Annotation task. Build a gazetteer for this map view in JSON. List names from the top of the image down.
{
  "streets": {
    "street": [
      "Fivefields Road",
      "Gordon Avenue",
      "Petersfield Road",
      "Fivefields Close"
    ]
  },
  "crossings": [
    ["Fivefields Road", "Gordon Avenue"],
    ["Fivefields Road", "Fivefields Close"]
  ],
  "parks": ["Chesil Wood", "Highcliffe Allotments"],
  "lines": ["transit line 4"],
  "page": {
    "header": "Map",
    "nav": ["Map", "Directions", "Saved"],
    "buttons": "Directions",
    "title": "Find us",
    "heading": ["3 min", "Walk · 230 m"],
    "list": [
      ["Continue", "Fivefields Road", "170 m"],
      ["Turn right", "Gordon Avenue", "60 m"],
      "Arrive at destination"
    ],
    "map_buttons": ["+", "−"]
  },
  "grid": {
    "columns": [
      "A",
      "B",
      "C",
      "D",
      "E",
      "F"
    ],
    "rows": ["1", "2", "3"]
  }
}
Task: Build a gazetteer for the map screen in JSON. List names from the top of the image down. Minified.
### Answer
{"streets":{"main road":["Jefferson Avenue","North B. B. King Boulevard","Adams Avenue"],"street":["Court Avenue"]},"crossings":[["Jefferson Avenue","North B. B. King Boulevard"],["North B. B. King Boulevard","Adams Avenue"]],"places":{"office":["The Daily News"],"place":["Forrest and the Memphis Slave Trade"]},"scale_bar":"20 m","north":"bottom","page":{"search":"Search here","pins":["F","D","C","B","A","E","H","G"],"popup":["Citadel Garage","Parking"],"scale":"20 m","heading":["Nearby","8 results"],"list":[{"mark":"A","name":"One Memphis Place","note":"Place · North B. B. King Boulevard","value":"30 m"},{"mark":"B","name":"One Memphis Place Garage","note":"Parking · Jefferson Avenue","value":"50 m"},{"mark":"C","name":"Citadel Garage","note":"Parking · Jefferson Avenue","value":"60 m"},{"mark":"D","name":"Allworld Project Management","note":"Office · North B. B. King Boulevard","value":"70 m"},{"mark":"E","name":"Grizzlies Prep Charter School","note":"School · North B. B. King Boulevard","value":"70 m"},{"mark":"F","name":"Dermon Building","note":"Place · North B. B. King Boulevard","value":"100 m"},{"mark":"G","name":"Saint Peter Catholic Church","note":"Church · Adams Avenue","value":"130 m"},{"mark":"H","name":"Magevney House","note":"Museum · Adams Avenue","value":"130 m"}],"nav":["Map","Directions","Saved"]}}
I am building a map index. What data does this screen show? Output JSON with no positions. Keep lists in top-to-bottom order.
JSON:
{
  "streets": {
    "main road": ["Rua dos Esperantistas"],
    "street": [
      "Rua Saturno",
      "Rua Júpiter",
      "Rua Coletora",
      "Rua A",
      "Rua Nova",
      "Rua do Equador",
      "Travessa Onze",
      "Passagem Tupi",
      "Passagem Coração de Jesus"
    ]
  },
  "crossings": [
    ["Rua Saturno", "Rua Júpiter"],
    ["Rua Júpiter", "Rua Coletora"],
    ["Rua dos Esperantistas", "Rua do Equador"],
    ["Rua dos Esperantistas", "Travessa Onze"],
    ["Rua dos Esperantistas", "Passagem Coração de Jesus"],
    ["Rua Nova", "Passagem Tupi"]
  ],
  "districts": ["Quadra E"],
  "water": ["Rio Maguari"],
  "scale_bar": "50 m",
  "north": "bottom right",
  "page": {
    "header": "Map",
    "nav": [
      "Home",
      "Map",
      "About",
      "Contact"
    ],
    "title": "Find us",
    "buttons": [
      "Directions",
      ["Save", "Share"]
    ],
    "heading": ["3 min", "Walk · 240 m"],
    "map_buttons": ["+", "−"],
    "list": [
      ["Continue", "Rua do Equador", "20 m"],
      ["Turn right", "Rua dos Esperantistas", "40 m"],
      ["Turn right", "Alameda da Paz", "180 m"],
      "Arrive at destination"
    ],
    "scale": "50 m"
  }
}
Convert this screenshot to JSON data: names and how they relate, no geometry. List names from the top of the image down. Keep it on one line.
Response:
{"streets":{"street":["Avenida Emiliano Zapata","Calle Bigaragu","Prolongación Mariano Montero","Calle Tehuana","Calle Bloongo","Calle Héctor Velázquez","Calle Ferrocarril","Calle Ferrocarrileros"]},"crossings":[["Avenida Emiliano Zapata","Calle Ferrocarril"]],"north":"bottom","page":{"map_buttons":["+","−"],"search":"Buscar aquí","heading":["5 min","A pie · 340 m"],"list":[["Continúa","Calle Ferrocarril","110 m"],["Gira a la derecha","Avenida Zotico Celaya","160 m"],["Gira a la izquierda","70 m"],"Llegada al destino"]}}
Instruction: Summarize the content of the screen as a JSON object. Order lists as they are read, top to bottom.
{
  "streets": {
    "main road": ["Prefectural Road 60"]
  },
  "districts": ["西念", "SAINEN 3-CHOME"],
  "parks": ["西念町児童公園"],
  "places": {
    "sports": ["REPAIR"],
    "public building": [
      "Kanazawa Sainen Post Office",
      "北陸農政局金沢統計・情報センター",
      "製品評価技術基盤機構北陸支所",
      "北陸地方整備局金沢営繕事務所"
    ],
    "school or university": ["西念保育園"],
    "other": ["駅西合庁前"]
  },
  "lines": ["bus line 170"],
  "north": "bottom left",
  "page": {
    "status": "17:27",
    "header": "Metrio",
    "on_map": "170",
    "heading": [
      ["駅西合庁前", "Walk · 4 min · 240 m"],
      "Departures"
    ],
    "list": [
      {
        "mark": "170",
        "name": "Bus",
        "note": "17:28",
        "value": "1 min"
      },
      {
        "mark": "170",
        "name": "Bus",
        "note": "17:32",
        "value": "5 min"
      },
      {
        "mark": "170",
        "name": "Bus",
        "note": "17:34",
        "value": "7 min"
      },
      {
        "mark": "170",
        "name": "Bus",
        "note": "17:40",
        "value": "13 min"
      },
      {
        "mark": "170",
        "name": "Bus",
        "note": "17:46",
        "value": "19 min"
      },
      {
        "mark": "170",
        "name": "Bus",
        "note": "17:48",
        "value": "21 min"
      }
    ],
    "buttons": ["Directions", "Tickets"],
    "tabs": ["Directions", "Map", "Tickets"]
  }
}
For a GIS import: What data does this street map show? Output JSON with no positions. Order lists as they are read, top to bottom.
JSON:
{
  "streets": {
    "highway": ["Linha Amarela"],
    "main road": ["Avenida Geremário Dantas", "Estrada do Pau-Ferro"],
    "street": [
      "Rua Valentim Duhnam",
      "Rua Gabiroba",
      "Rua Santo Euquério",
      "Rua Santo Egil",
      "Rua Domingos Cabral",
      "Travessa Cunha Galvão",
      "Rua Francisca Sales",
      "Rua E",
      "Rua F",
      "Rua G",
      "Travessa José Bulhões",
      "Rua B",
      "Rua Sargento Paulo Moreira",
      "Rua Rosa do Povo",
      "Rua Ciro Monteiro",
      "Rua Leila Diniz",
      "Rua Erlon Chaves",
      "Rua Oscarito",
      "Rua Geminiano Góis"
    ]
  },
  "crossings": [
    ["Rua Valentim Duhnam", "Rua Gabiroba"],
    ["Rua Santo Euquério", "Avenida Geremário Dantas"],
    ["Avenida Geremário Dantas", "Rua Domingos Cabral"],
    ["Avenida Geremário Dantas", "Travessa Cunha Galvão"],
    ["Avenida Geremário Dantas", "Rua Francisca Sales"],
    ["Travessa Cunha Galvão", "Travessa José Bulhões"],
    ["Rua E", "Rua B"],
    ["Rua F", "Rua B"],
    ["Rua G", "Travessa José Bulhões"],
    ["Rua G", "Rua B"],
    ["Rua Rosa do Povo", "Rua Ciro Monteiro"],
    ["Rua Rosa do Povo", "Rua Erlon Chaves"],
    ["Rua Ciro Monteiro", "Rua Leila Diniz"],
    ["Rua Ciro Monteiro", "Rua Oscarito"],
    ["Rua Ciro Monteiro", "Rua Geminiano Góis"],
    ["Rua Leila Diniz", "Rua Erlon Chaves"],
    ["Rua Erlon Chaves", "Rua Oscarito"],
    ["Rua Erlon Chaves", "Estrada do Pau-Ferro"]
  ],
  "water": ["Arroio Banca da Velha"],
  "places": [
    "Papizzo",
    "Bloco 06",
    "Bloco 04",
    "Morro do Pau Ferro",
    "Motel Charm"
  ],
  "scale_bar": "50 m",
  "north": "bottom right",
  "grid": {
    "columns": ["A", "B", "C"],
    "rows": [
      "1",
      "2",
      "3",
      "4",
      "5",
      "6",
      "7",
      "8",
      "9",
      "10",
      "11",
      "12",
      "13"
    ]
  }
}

### Work to be completed
Throughout the records, the word "Cunha" shows up on certain lines. Report how many lines, with only the number.

### Written solution
3